## PROBLEM TO SOLVE
Only lines with the word "normal" belong in the answer; copy them from the records below.

════

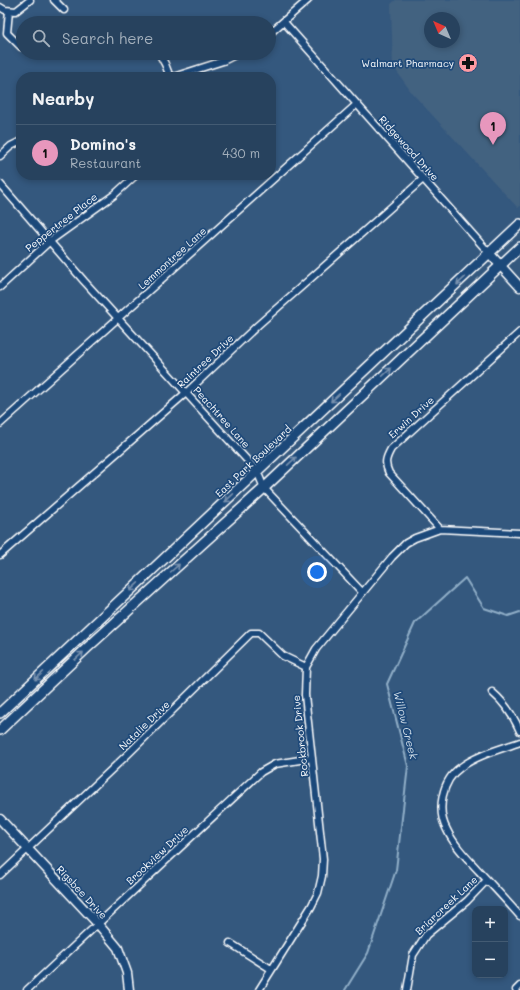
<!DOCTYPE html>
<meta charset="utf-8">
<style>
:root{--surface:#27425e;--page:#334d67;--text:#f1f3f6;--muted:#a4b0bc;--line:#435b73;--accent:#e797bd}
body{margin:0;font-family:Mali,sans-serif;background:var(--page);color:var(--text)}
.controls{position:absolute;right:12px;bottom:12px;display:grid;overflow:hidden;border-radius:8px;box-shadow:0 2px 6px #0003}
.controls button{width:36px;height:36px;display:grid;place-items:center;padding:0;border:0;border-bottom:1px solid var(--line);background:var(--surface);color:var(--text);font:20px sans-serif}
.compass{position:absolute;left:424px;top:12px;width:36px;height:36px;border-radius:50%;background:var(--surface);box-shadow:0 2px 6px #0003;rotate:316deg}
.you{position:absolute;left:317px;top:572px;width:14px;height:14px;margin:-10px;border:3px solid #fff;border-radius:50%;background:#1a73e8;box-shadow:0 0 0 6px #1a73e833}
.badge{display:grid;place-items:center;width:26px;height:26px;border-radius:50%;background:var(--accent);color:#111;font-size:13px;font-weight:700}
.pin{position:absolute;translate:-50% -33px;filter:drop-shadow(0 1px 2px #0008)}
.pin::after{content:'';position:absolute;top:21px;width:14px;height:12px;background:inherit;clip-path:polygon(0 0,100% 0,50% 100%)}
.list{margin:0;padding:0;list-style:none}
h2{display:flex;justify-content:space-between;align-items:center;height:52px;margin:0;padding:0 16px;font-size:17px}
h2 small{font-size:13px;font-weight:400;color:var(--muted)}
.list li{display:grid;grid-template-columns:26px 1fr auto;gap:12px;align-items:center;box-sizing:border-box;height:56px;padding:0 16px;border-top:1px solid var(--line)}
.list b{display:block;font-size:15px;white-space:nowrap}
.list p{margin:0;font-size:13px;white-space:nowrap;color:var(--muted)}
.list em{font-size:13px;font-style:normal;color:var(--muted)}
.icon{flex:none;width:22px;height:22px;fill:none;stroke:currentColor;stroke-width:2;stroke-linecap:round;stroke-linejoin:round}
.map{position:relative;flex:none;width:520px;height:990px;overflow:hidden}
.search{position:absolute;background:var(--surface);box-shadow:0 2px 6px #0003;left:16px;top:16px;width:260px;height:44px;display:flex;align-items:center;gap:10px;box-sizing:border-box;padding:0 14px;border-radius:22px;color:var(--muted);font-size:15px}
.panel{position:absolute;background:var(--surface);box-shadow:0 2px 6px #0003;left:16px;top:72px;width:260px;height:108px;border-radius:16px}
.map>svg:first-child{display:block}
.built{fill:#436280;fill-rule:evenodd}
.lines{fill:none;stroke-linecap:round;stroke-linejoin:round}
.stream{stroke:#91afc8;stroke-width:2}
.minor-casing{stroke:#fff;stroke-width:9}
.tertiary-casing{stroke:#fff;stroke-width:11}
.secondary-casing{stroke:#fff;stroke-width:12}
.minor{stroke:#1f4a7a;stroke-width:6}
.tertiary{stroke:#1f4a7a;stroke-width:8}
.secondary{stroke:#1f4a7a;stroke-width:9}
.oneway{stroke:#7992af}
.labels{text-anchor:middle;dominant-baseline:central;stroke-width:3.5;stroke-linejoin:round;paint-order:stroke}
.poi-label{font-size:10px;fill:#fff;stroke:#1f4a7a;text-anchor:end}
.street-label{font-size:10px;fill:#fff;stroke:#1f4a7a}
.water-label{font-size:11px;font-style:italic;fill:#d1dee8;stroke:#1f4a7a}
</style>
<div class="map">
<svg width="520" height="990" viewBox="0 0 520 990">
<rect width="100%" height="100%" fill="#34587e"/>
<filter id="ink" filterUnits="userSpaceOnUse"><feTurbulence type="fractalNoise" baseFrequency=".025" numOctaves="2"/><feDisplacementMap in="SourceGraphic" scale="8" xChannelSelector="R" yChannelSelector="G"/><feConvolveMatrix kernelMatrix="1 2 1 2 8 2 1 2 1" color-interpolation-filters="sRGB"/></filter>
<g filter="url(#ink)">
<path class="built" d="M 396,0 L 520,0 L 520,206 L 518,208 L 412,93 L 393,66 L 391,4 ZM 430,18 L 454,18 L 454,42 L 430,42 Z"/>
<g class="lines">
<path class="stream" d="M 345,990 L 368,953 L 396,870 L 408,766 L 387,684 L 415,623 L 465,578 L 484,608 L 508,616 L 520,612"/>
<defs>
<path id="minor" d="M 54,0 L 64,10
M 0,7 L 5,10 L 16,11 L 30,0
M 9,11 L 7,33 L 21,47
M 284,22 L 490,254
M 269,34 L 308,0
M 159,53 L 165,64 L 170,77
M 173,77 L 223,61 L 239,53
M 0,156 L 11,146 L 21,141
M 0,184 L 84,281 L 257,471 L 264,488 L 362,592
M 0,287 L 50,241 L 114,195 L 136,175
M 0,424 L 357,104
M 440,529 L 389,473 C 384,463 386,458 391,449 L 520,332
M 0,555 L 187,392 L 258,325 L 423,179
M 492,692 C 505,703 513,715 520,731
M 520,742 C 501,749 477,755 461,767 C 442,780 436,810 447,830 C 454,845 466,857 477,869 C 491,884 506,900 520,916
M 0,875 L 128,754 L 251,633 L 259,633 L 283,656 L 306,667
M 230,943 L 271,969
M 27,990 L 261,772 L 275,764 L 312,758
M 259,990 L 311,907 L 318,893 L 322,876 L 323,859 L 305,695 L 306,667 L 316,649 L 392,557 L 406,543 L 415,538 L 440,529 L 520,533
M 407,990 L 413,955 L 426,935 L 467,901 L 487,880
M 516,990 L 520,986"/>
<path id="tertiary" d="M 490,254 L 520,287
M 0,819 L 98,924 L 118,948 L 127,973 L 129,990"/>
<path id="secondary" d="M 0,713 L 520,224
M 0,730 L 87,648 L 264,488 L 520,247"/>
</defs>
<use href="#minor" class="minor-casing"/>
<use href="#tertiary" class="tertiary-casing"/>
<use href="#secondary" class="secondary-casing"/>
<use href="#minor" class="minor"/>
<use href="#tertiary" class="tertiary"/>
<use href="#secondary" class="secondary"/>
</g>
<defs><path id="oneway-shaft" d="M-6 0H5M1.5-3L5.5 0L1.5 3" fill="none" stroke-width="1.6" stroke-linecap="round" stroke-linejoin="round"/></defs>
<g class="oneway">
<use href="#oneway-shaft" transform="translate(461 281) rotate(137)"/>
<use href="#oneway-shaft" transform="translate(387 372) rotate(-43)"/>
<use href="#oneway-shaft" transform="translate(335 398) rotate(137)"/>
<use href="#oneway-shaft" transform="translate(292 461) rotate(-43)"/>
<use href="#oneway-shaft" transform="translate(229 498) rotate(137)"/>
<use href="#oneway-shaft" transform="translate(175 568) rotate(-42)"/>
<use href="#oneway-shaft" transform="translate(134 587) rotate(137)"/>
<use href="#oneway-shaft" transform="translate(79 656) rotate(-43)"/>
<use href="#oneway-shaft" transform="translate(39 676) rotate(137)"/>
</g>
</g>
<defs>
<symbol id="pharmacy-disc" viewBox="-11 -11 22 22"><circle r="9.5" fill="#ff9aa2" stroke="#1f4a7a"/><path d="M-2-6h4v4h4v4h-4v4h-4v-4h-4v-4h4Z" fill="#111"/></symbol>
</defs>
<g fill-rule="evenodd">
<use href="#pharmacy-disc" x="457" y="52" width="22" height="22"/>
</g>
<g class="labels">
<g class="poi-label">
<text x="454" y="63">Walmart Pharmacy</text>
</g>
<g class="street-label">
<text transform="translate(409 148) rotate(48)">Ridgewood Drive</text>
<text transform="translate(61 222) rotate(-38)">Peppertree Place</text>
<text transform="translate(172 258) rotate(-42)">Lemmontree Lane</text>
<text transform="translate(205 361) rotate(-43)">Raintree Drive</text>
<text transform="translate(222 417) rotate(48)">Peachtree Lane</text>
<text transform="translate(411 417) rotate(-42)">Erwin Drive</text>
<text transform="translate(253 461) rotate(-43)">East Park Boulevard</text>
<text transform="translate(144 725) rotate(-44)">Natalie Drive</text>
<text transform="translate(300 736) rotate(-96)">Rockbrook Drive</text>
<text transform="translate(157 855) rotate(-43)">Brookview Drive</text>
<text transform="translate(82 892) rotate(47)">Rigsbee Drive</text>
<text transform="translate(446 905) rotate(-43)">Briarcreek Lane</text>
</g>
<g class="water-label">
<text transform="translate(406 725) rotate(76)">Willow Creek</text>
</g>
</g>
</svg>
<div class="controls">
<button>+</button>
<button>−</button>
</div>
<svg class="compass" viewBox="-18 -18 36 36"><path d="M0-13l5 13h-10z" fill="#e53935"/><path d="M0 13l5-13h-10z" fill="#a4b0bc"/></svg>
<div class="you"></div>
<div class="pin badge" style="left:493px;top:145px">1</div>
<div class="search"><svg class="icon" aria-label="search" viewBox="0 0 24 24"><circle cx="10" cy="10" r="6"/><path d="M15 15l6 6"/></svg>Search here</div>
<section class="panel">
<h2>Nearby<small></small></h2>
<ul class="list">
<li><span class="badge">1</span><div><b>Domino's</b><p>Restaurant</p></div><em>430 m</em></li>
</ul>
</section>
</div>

════

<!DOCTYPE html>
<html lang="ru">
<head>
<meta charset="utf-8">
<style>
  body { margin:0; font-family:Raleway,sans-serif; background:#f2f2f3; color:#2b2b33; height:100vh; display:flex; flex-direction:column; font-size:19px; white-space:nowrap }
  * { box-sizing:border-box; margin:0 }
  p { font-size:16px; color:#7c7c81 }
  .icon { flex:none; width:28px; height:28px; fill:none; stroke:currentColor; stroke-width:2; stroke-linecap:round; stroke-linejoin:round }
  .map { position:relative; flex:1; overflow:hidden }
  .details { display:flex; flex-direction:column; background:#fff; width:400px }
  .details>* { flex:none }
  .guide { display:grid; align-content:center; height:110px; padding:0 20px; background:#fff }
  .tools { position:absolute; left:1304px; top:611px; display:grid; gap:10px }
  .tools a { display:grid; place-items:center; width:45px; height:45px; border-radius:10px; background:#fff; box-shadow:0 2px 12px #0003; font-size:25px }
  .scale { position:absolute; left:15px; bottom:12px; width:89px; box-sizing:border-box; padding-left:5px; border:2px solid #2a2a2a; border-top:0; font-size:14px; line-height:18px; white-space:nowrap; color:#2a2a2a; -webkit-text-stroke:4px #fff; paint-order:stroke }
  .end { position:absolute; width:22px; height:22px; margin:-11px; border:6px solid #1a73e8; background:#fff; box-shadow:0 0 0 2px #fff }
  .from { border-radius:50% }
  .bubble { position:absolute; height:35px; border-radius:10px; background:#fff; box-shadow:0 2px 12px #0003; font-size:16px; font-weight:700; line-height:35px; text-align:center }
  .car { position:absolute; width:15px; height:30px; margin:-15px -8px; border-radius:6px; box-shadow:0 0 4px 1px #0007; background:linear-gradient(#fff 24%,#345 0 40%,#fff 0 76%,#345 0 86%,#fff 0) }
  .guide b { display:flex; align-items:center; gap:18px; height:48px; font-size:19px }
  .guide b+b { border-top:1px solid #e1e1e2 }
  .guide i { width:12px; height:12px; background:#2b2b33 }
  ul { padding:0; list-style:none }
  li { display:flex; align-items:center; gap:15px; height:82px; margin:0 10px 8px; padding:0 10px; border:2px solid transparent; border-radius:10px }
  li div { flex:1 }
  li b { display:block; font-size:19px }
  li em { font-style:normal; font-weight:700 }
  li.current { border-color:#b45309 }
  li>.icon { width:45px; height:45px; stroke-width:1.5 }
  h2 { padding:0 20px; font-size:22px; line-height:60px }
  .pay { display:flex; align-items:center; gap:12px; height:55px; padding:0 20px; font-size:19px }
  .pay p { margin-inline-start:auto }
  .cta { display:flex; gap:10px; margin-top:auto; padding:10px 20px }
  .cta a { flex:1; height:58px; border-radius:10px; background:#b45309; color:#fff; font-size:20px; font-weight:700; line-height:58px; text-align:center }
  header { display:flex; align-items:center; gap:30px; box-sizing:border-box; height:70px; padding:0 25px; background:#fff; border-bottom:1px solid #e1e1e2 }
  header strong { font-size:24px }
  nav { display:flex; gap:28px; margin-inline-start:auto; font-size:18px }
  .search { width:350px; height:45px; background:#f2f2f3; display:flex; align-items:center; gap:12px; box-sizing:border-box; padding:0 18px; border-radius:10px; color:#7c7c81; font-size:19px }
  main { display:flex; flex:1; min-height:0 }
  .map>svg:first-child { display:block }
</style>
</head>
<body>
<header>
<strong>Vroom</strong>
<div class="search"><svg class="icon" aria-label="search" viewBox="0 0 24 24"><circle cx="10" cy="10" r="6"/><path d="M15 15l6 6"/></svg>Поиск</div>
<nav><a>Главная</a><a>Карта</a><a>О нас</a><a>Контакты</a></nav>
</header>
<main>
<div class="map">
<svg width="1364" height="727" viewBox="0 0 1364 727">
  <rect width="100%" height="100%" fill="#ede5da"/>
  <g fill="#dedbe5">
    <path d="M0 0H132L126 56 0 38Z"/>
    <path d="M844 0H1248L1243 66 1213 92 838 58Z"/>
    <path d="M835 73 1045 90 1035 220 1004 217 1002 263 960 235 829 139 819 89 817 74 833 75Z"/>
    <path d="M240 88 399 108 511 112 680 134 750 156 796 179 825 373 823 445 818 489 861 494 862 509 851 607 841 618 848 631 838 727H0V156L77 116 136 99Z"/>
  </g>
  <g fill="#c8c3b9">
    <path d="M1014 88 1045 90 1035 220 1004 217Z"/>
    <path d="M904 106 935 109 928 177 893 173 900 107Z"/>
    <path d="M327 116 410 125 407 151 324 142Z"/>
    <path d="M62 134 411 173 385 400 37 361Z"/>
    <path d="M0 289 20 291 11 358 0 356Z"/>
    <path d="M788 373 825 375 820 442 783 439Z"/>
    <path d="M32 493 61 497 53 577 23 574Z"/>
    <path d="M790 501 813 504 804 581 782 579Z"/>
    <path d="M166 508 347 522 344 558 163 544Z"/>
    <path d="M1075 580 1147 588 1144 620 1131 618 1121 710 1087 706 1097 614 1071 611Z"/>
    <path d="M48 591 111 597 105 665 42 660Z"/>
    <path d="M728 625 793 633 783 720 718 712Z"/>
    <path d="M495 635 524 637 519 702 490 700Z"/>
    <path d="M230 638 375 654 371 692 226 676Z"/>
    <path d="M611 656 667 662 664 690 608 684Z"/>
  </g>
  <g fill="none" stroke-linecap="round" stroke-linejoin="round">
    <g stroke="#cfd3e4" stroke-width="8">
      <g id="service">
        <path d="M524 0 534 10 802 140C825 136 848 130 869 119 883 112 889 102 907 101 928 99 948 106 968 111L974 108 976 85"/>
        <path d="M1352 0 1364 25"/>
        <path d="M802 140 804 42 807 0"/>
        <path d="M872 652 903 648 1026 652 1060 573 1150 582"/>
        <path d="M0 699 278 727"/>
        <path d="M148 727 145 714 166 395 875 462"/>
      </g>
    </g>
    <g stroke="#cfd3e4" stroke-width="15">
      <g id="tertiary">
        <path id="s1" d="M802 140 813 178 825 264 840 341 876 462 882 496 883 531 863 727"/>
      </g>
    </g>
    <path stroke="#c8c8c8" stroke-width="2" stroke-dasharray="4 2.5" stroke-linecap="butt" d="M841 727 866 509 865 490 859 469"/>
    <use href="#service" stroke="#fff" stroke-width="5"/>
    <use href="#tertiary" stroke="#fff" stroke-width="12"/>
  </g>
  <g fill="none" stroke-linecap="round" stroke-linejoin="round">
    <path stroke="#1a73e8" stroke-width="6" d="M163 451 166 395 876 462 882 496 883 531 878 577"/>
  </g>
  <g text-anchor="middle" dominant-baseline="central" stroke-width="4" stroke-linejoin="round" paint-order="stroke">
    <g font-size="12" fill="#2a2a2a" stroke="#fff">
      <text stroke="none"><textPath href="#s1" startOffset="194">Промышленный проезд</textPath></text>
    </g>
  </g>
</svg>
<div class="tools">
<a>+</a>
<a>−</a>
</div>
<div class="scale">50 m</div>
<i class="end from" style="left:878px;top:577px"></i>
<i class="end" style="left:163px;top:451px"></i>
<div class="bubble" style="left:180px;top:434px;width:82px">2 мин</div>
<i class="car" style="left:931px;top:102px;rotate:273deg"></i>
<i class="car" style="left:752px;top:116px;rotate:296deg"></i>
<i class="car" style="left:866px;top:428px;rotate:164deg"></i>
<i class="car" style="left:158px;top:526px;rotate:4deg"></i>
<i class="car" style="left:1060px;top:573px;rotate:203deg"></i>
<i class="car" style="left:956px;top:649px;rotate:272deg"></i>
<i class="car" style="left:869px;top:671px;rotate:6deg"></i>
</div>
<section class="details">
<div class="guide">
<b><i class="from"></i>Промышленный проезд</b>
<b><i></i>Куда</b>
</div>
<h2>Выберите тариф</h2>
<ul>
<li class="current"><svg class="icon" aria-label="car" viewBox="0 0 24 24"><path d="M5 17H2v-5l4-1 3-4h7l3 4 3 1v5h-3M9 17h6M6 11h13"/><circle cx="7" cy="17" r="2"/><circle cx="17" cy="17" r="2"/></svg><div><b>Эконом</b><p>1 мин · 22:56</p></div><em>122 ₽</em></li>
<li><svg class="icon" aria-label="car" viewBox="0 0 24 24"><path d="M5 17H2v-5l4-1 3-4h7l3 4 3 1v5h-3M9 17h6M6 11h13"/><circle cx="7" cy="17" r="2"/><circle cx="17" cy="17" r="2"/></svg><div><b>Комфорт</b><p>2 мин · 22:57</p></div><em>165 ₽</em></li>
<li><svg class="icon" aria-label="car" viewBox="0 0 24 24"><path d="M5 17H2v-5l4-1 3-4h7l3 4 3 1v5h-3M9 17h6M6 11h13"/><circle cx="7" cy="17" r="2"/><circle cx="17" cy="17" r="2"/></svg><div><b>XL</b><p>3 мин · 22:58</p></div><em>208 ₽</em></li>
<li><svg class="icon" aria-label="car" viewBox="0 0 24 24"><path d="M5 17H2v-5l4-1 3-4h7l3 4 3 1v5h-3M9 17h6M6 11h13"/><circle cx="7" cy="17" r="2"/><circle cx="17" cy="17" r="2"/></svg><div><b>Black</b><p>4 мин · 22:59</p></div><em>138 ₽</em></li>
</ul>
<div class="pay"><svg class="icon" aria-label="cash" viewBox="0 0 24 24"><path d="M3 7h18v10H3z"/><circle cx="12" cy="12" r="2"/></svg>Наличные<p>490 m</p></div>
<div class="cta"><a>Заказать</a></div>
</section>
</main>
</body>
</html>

════

## TASK RESPONSE
.list em{font-size:13px;font-style:normal;color:var(--muted)}
  li em { font-style:normal; font-weight:700 }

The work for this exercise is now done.